Work instructions - If a picture appears in the records, skip it; copy everything else exactly.

Dataset excerpts -

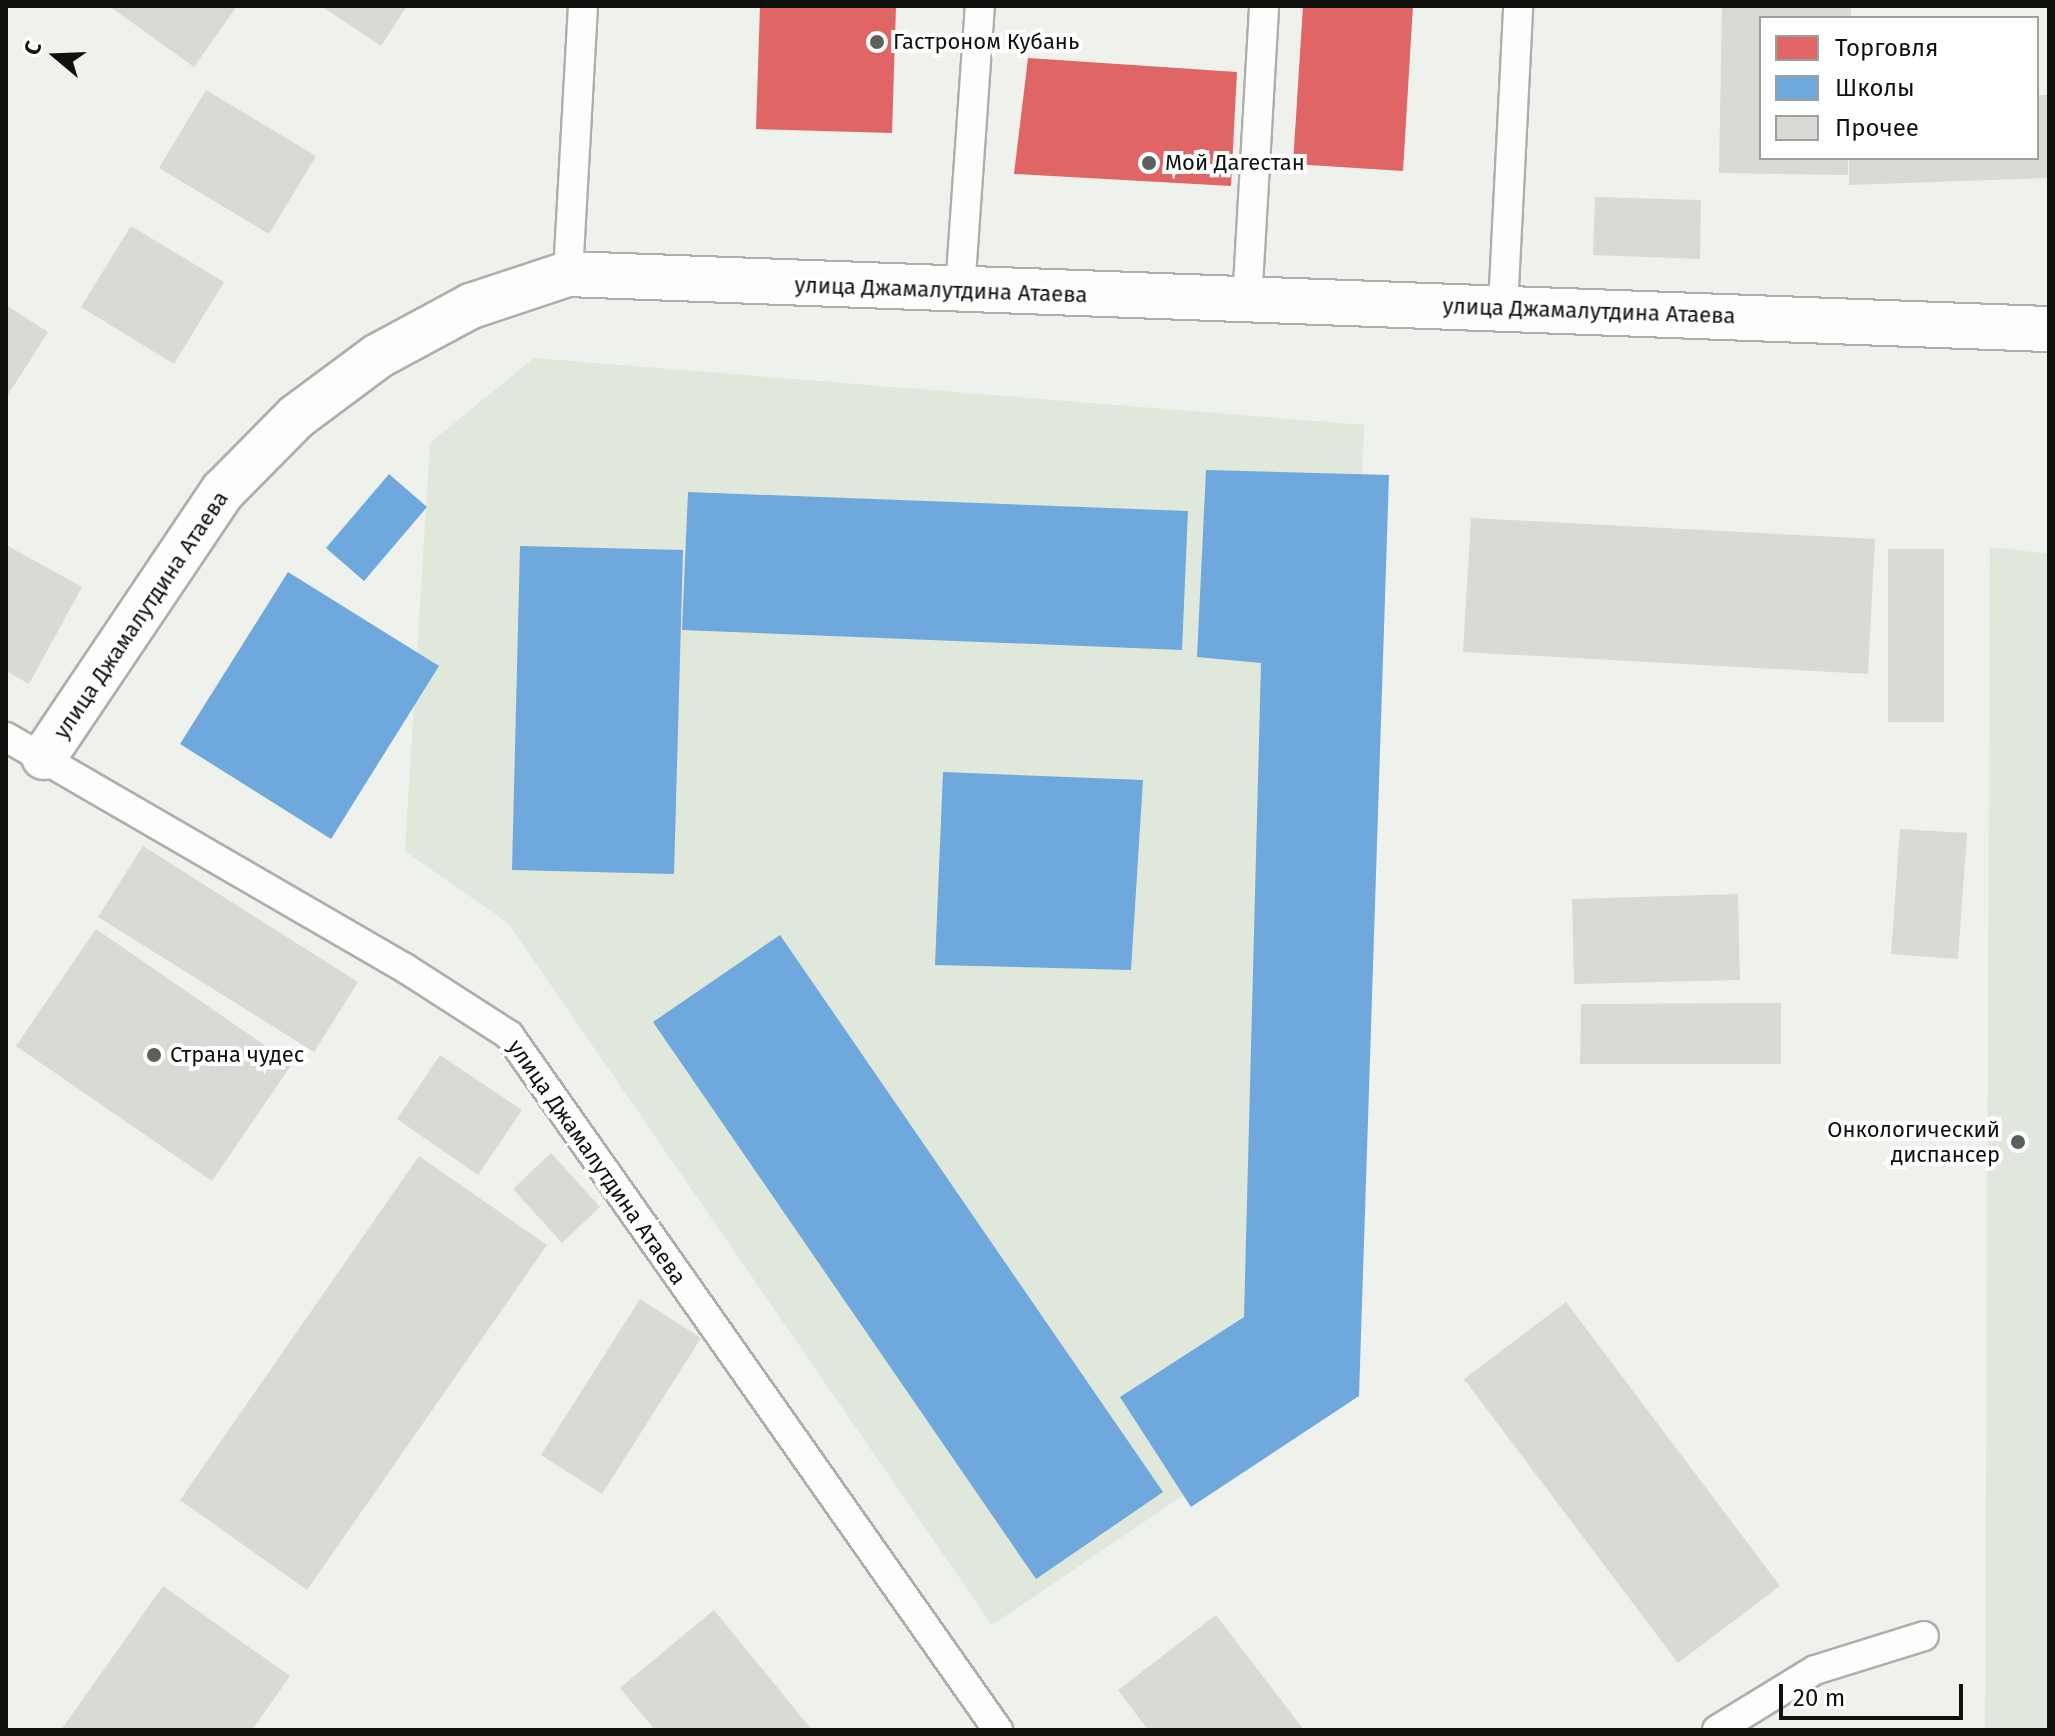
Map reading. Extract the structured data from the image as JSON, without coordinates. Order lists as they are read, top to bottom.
{
  "streets": {
    "street": ["улица Джамалутдина Атаева"]
  },
  "places": [
    "Гастроном Кубань",
    "Мой Дагестан",
    "Страна чудес",
    "Онкологический диспансер"
  ],
  "legend": ["Торговля", "Школы", "Прочее"],
  "scale_bar": "20 m",
  "north": "left"
}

Answer below -
Map reading. Extract the structured data from the image as JSON, without coordinates. Order lists as they are read, top to bottom.
{
  "streets": {
    "street": ["улица Джамалутдина Атаева"]
  },
  "places": [
    "Гастроном Кубань",
    "Мой Дагестан",
    "Страна чудес",
    "Онкологический диспансер"
  ],
  "legend": ["Торговля", "Школы", "Прочее"],
  "scale_bar": "20 m",
  "north": "left"
}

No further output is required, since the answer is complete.